-- What to produce --
Transcribe exactly the line that contains "6 2 6-2v14l-6" and every line after it through the end of the records, with nothing else.

-- Task data --

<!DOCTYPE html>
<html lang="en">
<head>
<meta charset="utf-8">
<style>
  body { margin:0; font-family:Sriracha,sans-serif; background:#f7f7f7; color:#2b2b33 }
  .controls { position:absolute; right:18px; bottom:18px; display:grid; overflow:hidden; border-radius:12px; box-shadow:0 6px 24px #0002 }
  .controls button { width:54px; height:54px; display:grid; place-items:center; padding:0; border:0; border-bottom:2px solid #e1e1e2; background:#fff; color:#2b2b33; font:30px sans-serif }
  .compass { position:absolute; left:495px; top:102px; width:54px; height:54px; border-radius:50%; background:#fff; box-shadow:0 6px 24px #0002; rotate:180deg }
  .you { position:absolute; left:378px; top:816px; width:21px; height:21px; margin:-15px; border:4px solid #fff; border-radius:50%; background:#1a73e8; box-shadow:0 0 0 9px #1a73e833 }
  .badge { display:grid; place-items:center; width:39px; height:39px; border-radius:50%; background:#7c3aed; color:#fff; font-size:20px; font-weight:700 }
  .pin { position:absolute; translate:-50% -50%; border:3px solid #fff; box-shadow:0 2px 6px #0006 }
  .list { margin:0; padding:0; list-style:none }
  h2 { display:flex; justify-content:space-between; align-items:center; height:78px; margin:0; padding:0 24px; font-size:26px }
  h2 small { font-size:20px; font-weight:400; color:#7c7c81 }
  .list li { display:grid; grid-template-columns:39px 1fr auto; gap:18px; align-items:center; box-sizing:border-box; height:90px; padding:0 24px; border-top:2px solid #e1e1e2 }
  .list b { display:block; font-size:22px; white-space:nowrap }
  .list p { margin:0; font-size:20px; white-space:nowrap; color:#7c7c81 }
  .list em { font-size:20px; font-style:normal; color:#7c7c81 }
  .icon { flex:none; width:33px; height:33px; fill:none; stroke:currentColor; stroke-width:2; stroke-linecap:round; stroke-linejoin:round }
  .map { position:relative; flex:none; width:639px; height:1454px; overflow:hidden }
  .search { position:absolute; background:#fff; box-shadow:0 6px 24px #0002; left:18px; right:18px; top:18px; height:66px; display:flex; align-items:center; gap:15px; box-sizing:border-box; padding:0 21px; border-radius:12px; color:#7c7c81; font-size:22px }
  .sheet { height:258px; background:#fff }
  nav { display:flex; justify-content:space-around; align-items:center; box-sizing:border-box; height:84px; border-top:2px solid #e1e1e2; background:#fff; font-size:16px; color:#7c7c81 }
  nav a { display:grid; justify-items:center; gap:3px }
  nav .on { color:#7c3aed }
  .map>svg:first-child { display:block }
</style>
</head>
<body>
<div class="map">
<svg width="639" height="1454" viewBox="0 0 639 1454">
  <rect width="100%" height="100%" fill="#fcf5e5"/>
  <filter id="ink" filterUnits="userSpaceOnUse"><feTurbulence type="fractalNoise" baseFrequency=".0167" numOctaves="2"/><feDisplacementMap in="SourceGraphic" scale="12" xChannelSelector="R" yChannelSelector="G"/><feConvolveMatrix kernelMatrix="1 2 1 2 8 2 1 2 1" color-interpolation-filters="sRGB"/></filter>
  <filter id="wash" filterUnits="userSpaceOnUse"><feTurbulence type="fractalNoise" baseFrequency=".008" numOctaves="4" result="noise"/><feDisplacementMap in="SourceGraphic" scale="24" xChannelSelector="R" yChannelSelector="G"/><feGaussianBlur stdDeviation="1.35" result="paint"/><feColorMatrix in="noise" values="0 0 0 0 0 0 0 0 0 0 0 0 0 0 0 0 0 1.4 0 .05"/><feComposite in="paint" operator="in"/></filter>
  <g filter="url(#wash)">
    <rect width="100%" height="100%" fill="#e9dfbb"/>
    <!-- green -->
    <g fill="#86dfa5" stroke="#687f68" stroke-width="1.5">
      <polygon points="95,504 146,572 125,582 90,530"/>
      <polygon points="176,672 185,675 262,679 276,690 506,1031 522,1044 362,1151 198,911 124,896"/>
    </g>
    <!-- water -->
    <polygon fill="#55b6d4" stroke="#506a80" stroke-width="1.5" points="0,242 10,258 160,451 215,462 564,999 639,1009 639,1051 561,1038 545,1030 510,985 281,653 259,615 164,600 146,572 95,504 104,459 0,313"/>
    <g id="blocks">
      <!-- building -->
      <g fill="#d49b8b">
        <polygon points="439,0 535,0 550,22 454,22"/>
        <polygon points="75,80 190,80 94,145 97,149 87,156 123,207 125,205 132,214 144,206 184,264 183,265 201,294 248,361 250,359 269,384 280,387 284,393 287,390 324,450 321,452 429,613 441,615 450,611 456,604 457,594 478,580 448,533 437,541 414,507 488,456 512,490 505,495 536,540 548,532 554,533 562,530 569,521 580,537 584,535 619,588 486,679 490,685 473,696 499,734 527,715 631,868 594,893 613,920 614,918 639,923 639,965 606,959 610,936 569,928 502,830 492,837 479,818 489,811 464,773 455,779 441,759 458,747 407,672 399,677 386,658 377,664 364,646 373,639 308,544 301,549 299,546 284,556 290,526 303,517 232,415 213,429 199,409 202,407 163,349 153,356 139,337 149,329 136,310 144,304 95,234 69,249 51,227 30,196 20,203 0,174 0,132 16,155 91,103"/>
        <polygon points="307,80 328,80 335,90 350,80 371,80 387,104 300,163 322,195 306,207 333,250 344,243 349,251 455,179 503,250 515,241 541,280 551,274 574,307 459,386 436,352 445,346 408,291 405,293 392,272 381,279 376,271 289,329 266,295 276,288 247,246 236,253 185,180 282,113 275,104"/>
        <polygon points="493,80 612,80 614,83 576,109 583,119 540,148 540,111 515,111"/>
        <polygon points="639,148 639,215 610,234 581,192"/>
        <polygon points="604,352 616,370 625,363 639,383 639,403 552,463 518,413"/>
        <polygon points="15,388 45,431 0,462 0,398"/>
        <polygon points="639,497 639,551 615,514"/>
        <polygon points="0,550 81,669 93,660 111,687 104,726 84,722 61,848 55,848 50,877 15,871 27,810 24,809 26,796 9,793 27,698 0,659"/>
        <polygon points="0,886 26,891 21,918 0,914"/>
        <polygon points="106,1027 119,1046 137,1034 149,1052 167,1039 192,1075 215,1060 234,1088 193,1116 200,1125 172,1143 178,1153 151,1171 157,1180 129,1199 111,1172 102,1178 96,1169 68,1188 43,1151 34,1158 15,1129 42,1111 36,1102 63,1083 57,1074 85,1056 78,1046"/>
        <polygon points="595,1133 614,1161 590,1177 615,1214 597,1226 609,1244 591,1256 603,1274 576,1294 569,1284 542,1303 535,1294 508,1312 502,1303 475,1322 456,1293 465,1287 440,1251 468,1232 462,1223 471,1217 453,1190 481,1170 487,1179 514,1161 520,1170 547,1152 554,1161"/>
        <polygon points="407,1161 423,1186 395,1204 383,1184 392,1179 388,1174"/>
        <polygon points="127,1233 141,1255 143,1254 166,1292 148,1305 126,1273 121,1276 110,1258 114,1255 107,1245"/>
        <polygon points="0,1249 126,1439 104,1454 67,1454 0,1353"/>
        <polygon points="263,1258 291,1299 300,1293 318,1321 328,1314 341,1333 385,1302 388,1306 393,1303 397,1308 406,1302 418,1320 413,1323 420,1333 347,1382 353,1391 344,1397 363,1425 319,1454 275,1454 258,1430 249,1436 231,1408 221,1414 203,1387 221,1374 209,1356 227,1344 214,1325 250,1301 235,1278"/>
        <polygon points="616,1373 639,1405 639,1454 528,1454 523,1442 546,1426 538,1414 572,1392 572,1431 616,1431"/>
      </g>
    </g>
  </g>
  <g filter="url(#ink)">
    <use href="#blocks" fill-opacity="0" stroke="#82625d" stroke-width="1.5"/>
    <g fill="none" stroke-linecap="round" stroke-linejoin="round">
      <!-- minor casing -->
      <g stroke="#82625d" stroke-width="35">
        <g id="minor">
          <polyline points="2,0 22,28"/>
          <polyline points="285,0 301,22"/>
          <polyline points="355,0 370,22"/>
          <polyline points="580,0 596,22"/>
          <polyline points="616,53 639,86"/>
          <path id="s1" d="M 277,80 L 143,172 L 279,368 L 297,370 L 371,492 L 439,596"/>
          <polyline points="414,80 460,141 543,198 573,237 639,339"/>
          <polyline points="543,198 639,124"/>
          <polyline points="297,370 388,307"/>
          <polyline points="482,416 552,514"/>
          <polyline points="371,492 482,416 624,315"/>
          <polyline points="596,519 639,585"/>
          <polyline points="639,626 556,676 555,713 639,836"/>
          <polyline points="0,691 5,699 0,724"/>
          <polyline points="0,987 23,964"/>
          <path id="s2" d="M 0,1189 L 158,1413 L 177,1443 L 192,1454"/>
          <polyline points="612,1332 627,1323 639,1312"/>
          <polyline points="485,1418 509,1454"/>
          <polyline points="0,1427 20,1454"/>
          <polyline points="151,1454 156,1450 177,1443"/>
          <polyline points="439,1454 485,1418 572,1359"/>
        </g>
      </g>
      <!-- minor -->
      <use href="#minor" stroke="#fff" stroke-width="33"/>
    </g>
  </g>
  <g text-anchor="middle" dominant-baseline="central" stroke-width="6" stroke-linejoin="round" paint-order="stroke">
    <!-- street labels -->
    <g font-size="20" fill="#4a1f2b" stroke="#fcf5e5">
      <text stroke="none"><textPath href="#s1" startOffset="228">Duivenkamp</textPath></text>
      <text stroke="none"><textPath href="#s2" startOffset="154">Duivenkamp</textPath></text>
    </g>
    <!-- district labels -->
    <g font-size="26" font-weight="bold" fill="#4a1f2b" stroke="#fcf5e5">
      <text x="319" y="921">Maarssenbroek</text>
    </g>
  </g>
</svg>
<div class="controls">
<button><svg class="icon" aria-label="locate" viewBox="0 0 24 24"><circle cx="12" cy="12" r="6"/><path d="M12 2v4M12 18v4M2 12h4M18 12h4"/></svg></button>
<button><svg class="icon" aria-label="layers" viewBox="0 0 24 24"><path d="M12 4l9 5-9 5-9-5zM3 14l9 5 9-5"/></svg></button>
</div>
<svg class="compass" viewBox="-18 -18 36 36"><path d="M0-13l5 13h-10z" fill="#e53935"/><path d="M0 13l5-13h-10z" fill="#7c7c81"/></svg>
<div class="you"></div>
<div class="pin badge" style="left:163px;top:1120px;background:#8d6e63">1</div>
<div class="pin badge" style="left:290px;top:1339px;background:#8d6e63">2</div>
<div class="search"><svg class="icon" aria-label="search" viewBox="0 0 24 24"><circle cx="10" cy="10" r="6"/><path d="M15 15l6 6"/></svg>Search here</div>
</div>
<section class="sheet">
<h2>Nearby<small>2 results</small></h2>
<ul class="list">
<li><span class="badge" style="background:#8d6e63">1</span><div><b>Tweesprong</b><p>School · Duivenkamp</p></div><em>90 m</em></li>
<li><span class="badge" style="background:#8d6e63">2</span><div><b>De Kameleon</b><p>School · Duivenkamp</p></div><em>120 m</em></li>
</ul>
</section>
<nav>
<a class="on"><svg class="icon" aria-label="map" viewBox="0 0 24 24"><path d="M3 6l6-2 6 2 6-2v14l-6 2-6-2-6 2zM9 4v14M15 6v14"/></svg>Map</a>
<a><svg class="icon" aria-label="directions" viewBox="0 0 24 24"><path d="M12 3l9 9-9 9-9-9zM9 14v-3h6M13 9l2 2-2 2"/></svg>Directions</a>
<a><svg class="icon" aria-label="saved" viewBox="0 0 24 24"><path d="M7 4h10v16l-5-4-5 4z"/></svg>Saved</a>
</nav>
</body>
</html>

-- Solution to the exercise --
<a class="on"><svg class="icon" aria-label="map" viewBox="0 0 24 24"><path d="M3 6l6-2 6 2 6-2v14l-6 2-6-2-6 2zM9 4v14M15 6v14"/></svg>Map</a>
<a><svg class="icon" aria-label="directions" viewBox="0 0 24 24"><path d="M12 3l9 9-9 9-9-9zM9 14v-3h6M13 9l2 2-2 2"/></svg>Directions</a>
<a><svg class="icon" aria-label="saved" viewBox="0 0 24 24"><path d="M7 4h10v16l-5-4-5 4z"/></svg>Saved</a>
</nav>
</body>
</html>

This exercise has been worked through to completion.